While the semi-autobiographical FX series Better Things borrows liberally from showrunner and creator Pamela Adlon’s life, the show is hardly a self-centered pursuit. According to Adlon, the show, which follows Sam Fox (Adlon) as she both mothers her three daughters and juggles a career, is also her way of being a guide to both young women and moms everywhere.
"I know that when I was a teenager and then when I was in my 20s, and then when I was a young mom and all of that, I wish that I had more information," Adlon tells Bustle. "So it’s kind of like a way of sharing information and lessons that I’ve learned." And if Better Things has shown anything, it’s that mothering is not for the faint of heart. But Adlon says she’s a mother first, both onscreen and off, and she utilizes those skills in her career.
In real life, the showrunner also has three daughters and a British mother, who also lives next door to Adlon. But when I ask if she ever gets pushback from her family about basing storylines around their lives, Adlon surprises me by saying that they love it. "[Better Things] gives them a voice, and it gives their friends a voice, and their friends are seen," she says.
Adlon cites the Season 2 episode "Phil," which shines a light on Sam’s mother (Celia Imrie), who’s struggling to hide her failing mental health. "It’s a tough episode to watch; it’s extremely touching. It’s brutal and scary, and I sat and watched it with my mom — she laughed through the whole thing!" Adlon recalls, chuckling. "So that kind of gives you a look into my own mom’s psyche. So I think she’s just happy to be part of the conversation." That said, the showrunner explains that she always asks permission before including anything and says she only had to refrain from including something once.
Naturally, Adlon’s maternal instincts don’t shut off when she leaves the house in the morning. "I look at the people who work on my show as my children," she says. "I call all my crew my kids." The showrunner explains that she loves being able to take care of her crew and feeds them four times a day with "amazing craft service."
"That’s silly to some, but to me that’s important because I’m a mother first," she says. "[I want] my actors to feel safe, for them to get direction from me in a nurturing way as opposed to directors who come in and have nothing to offer, or directors who come in and they’re so heavy-handed.
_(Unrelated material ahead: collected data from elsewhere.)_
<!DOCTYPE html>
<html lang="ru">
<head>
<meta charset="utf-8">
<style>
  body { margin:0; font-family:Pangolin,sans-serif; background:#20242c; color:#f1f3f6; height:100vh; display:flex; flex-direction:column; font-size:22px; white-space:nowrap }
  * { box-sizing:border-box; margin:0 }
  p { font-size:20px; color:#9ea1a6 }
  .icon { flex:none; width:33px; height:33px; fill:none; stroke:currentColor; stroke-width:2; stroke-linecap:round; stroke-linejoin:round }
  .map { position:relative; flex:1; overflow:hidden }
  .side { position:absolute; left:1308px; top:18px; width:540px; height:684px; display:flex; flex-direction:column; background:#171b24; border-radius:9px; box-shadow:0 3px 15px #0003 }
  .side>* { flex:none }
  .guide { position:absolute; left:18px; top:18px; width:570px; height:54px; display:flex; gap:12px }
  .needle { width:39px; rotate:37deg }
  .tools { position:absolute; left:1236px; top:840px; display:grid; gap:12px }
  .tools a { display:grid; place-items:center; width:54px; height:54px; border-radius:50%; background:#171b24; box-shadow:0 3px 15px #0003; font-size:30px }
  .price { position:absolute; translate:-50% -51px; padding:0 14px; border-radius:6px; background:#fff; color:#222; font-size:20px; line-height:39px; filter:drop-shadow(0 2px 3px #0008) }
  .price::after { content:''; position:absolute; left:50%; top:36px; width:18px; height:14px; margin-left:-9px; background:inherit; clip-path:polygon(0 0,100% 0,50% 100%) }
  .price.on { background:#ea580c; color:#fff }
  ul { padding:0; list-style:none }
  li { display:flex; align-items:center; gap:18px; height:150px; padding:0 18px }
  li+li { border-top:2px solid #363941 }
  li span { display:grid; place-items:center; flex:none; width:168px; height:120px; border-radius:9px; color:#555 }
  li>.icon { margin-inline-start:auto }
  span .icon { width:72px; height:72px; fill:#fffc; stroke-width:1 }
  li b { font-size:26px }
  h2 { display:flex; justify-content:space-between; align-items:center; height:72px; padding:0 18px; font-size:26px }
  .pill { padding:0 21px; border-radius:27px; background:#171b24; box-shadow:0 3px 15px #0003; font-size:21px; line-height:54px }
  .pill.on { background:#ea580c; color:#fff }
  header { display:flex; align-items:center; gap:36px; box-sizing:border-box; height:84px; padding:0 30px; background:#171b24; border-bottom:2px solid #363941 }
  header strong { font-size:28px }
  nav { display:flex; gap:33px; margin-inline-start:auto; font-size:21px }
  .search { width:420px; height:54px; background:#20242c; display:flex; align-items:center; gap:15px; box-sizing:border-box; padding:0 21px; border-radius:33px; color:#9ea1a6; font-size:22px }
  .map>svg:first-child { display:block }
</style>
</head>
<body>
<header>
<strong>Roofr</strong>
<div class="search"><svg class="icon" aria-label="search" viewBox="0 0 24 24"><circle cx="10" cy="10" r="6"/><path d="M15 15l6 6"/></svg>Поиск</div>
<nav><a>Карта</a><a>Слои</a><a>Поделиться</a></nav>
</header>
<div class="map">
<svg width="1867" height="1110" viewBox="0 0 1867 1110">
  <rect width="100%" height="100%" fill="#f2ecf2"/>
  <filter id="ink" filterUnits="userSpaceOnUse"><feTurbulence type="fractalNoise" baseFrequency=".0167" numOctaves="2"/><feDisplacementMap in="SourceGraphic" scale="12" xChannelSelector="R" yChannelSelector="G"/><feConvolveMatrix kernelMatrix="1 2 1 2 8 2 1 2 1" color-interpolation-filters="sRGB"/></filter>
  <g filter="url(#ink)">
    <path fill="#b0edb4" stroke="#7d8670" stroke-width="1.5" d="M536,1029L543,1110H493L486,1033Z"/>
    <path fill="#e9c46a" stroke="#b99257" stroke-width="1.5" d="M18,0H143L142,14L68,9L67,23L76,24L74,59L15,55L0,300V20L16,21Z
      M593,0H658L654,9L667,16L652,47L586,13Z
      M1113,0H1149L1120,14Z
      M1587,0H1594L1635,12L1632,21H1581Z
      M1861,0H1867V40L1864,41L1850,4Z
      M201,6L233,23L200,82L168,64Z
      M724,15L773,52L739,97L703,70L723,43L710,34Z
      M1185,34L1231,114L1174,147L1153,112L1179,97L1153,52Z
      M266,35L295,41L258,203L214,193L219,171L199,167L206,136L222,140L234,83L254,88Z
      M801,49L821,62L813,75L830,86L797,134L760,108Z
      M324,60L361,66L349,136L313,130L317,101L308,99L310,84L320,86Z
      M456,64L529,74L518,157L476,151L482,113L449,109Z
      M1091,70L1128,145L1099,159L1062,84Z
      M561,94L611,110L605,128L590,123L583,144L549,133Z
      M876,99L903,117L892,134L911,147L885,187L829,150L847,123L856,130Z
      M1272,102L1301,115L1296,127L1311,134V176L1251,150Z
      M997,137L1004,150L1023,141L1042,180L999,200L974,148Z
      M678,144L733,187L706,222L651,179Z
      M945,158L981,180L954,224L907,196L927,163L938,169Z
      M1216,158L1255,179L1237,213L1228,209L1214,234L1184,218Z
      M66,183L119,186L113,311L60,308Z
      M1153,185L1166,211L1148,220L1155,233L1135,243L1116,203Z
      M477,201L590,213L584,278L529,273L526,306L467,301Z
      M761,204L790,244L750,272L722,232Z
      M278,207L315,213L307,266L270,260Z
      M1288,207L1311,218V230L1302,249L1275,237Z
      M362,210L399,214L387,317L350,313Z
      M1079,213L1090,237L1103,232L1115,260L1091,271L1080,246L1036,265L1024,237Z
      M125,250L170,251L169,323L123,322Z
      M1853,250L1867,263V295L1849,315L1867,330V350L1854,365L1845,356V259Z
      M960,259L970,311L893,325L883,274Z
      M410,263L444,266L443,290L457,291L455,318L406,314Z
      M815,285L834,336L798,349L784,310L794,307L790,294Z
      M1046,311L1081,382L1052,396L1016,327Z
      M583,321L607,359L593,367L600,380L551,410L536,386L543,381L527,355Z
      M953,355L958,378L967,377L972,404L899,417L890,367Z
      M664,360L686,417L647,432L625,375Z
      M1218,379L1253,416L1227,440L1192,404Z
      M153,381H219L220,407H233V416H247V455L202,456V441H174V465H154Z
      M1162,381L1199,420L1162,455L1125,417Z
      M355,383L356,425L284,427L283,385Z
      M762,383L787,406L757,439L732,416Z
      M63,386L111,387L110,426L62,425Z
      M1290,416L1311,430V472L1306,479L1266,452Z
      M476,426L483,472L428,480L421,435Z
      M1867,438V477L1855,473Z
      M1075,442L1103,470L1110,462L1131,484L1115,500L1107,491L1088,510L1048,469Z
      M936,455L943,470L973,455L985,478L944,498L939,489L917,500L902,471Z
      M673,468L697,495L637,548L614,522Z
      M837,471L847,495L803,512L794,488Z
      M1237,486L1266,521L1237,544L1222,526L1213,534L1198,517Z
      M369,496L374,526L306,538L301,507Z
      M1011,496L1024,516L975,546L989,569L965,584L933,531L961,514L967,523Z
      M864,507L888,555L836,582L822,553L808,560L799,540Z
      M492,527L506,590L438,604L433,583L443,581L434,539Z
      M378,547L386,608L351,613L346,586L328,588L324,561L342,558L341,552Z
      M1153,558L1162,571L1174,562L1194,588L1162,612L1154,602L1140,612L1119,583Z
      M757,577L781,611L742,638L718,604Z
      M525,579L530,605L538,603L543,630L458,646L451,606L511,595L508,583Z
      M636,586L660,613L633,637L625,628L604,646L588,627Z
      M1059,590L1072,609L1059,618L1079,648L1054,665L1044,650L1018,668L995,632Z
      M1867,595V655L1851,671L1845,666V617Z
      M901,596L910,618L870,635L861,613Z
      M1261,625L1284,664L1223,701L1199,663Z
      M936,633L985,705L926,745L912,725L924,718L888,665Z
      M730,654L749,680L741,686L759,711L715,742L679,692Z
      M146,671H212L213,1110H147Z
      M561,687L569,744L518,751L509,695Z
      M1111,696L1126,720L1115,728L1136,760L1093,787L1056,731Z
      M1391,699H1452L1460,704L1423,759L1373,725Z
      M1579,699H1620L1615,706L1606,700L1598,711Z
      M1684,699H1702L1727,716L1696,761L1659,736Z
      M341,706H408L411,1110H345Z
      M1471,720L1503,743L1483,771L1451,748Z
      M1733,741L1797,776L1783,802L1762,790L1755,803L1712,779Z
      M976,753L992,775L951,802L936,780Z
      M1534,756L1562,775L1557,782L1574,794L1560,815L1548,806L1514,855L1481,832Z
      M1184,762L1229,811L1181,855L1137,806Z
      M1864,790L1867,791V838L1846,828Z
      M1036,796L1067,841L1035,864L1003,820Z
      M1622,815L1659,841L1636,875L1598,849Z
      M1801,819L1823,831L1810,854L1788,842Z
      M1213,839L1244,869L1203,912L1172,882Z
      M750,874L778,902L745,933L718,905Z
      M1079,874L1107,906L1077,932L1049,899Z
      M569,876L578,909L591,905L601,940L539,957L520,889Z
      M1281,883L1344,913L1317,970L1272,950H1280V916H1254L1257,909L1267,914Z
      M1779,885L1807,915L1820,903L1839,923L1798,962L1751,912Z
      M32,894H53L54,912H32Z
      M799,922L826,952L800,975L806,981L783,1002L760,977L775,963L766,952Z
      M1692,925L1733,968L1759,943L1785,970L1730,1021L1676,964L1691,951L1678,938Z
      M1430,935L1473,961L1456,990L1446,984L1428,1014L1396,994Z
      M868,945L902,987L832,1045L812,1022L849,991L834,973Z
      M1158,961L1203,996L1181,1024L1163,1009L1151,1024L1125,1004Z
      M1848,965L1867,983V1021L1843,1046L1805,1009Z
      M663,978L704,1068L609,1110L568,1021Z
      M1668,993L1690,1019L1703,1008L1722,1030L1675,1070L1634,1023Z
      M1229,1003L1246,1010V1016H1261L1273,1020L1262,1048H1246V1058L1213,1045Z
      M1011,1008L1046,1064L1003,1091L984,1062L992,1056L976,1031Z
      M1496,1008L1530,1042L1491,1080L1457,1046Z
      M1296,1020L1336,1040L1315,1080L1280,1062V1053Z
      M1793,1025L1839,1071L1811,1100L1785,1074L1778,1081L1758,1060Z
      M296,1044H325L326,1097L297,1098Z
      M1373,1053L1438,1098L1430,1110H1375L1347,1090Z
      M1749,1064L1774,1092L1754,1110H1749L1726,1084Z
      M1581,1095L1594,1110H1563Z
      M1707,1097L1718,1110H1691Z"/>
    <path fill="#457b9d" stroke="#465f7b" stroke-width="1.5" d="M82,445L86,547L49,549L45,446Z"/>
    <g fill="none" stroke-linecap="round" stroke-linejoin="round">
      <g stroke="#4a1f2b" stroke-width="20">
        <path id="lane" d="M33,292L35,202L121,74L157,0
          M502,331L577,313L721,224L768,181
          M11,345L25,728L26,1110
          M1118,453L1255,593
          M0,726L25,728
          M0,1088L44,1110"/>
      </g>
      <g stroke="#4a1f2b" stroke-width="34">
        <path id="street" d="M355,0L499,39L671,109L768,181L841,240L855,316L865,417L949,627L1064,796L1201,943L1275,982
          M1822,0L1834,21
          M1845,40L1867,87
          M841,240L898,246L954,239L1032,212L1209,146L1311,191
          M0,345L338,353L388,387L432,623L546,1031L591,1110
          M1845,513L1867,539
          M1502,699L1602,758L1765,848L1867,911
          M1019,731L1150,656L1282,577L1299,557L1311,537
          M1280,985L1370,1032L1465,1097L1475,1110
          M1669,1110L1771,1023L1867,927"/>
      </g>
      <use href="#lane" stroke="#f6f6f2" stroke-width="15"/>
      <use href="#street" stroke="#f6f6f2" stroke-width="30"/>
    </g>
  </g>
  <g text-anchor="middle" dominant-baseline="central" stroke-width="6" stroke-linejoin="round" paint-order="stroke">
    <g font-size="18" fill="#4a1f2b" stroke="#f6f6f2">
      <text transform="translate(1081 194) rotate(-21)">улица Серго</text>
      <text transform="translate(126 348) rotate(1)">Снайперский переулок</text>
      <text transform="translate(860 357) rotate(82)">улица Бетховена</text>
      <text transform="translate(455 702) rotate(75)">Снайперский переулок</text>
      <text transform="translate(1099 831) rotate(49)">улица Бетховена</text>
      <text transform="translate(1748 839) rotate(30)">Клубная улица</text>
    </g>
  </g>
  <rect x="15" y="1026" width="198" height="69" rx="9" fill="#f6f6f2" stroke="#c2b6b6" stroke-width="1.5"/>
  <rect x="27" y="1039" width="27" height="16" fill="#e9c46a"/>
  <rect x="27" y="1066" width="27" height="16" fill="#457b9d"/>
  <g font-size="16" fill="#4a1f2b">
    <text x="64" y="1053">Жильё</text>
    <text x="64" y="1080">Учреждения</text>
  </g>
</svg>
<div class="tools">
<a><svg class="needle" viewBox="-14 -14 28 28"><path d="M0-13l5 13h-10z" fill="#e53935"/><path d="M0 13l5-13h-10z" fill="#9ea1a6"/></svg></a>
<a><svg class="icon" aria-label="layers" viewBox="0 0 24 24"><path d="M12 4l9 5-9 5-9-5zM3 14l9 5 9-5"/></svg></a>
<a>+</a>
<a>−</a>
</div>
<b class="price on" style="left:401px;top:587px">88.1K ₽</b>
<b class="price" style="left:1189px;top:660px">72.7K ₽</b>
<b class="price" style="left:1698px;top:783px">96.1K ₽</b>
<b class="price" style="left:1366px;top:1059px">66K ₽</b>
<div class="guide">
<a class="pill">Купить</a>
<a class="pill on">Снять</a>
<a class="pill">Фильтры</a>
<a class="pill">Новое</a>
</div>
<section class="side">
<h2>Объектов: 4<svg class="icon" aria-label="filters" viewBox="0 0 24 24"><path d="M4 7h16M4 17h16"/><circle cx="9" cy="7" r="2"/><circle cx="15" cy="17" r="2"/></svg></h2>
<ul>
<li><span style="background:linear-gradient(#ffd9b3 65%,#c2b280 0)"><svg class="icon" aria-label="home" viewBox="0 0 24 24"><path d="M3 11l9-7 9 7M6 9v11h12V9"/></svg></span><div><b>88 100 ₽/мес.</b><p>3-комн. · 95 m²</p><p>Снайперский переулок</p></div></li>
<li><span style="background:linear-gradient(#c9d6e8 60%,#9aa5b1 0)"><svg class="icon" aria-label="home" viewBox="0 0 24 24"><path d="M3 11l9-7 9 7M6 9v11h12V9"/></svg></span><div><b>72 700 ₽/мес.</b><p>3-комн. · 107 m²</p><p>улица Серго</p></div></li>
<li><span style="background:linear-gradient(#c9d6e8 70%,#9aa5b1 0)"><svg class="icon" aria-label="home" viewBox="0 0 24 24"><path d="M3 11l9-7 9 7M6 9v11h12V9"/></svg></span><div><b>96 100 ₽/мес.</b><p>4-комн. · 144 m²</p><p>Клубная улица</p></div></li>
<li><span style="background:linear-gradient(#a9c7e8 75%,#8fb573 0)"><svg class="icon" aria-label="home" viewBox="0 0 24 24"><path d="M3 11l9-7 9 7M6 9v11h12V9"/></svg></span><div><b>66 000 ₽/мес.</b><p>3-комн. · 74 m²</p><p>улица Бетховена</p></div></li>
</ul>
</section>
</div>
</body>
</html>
My crew’s able to operate at a very high frequency."
And it’s clear that Adlon is excellent at her job. "It’s something I was born to do," Adlon says about being a showrunner. "I was born to run a set and take care of people in that way…. I’m just modeling a kinder, more efficient, more artful way of running a show."
But while she treats her crew like her children, she doesn’t consider the show itself her child. "I look at Better Things as just this beautiful jewel," Adlon explains. "I feel like it’s a present that I’m giving. And it’s therapeutic for a lot of people. They get to feel a lot of feelings, they get to laugh, they get to feel shocked and excited, and I love that…. To have that kind of passion directed at your project? It’s an amazing feeling."
But while Adlon may treat her employees like her children and see her series as a precious gift, it’s clear that her daughters will always come first. "At the end of the day, the whole show is really is a love letter to my family, she says, "because my family is the love of my life."